⟨

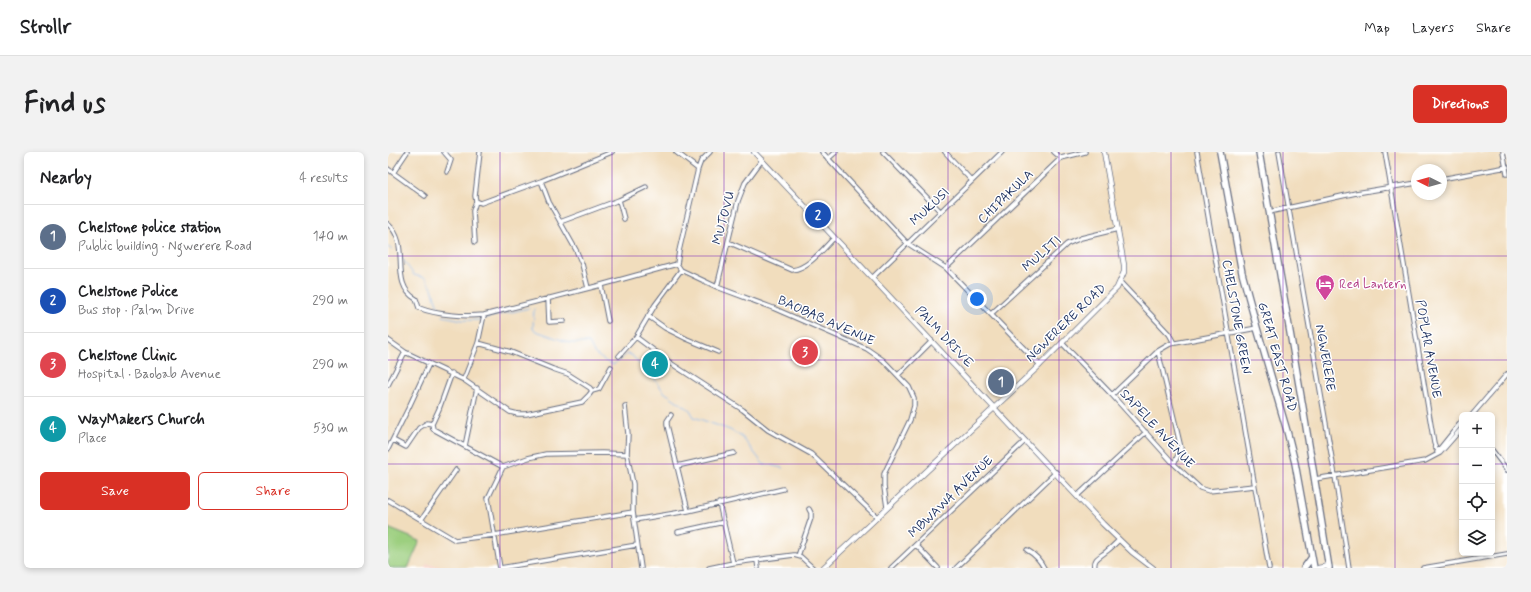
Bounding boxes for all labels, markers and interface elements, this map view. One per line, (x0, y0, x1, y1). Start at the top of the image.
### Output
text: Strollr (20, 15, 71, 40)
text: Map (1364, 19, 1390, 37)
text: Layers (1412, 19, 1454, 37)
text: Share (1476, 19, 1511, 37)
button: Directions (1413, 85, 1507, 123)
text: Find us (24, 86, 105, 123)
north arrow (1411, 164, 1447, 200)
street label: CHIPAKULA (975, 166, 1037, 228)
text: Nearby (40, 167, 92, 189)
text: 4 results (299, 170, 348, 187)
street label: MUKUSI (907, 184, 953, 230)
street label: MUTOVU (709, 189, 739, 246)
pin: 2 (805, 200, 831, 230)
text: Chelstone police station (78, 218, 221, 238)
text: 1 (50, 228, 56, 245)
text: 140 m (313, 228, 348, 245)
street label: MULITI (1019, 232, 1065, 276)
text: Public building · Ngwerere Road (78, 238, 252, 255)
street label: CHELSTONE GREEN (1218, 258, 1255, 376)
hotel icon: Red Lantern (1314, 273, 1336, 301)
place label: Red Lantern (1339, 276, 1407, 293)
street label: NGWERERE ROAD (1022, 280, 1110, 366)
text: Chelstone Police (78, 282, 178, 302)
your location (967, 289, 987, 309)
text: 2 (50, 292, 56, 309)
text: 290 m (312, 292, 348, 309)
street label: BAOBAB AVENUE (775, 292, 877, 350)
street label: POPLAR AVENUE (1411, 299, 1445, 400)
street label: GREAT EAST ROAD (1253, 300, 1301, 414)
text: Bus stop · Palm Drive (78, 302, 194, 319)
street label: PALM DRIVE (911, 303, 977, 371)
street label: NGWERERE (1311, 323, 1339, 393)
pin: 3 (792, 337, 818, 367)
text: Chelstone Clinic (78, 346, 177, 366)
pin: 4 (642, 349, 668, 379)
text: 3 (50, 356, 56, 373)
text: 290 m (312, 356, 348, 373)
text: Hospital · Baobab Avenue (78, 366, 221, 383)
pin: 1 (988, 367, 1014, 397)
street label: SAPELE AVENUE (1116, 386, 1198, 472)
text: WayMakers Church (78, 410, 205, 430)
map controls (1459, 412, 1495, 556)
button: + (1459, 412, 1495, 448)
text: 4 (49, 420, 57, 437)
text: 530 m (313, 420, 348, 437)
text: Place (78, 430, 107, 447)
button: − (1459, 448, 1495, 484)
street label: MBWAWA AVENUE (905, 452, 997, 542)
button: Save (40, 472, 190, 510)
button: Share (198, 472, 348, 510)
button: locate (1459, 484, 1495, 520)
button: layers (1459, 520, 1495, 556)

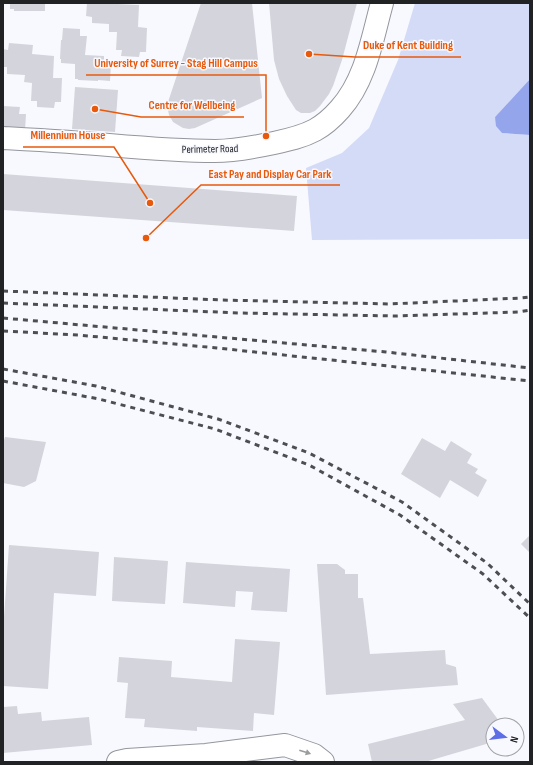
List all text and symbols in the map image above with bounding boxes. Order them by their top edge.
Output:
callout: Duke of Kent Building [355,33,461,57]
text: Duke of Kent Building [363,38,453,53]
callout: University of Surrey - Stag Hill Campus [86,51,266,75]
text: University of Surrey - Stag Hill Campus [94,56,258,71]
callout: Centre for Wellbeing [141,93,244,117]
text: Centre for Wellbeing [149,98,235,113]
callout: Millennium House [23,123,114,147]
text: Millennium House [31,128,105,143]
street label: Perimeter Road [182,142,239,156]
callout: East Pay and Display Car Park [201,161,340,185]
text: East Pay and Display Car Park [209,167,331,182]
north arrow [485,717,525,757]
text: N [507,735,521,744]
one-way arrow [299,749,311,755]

⟩

WHAT THE TASK REQUIRES:
Copy out the whole listing exactly. Skip its pictures.

PROBLEM SOLUTION:
Bounding boxes for all labels, markers and interface elements, this map view. One per line, (x0, y0, x1, y1). Start at the top of the image.
### Output
text: Strollr (20, 15, 71, 40)
text: Map (1364, 19, 1390, 37)
text: Layers (1412, 19, 1454, 37)
text: Share (1476, 19, 1511, 37)
button: Directions (1413, 85, 1507, 123)
text: Find us (24, 86, 105, 123)
north arrow (1411, 164, 1447, 200)
street label: CHIPAKULA (975, 166, 1037, 228)
text: Nearby (40, 167, 92, 189)
text: 4 results (299, 170, 348, 187)
street label: MUKUSI (907, 184, 953, 230)
street label: MUTOVU (709, 189, 739, 246)
pin: 2 (805, 200, 831, 230)
text: Chelstone police station (78, 218, 221, 238)
text: 1 (50, 228, 56, 245)
text: 140 m (313, 228, 348, 245)
street label: MULITI (1019, 232, 1065, 276)
text: Public building · Ngwerere Road (78, 238, 252, 255)
street label: CHELSTONE GREEN (1218, 258, 1255, 376)
hotel icon: Red Lantern (1314, 273, 1336, 301)
place label: Red Lantern (1339, 276, 1407, 293)
street label: NGWERERE ROAD (1022, 280, 1110, 366)
text: Chelstone Police (78, 282, 178, 302)
your location (967, 289, 987, 309)
text: 2 (50, 292, 56, 309)
text: 290 m (312, 292, 348, 309)
street label: BAOBAB AVENUE (775, 292, 877, 350)
street label: POPLAR AVENUE (1411, 299, 1445, 400)
street label: GREAT EAST ROAD (1253, 300, 1301, 414)
text: Bus stop · Palm Drive (78, 302, 194, 319)
street label: PALM DRIVE (911, 303, 977, 371)
street label: NGWERERE (1311, 323, 1339, 393)
pin: 3 (792, 337, 818, 367)
text: Chelstone Clinic (78, 346, 177, 366)
pin: 4 (642, 349, 668, 379)
text: 3 (50, 356, 56, 373)
text: 290 m (312, 356, 348, 373)
text: Hospital · Baobab Avenue (78, 366, 221, 383)
pin: 1 (988, 367, 1014, 397)
street label: SAPELE AVENUE (1116, 386, 1198, 472)
text: WayMakers Church (78, 410, 205, 430)
map controls (1459, 412, 1495, 556)
button: + (1459, 412, 1495, 448)
text: 4 (49, 420, 57, 437)
text: 530 m (313, 420, 348, 437)
text: Place (78, 430, 107, 447)
button: − (1459, 448, 1495, 484)
street label: MBWAWA AVENUE (905, 452, 997, 542)
button: Save (40, 472, 190, 510)
button: Share (198, 472, 348, 510)
button: locate (1459, 484, 1495, 520)
button: layers (1459, 520, 1495, 556)

List all text and symbols in the map image above with bounding boxes. Order them by their top edge.
Output:
callout: Duke of Kent Building [355,33,461,57]
text: Duke of Kent Building [363,38,453,53]
callout: University of Surrey - Stag Hill Campus [86,51,266,75]
text: University of Surrey - Stag Hill Campus [94,56,258,71]
callout: Centre for Wellbeing [141,93,244,117]
text: Centre for Wellbeing [149,98,235,113]
callout: Millennium House [23,123,114,147]
text: Millennium House [31,128,105,143]
street label: Perimeter Road [182,142,239,156]
callout: East Pay and Display Car Park [201,161,340,185]
text: East Pay and Display Car Park [209,167,331,182]
north arrow [485,717,525,757]
text: N [507,735,521,744]
one-way arrow [299,749,311,755]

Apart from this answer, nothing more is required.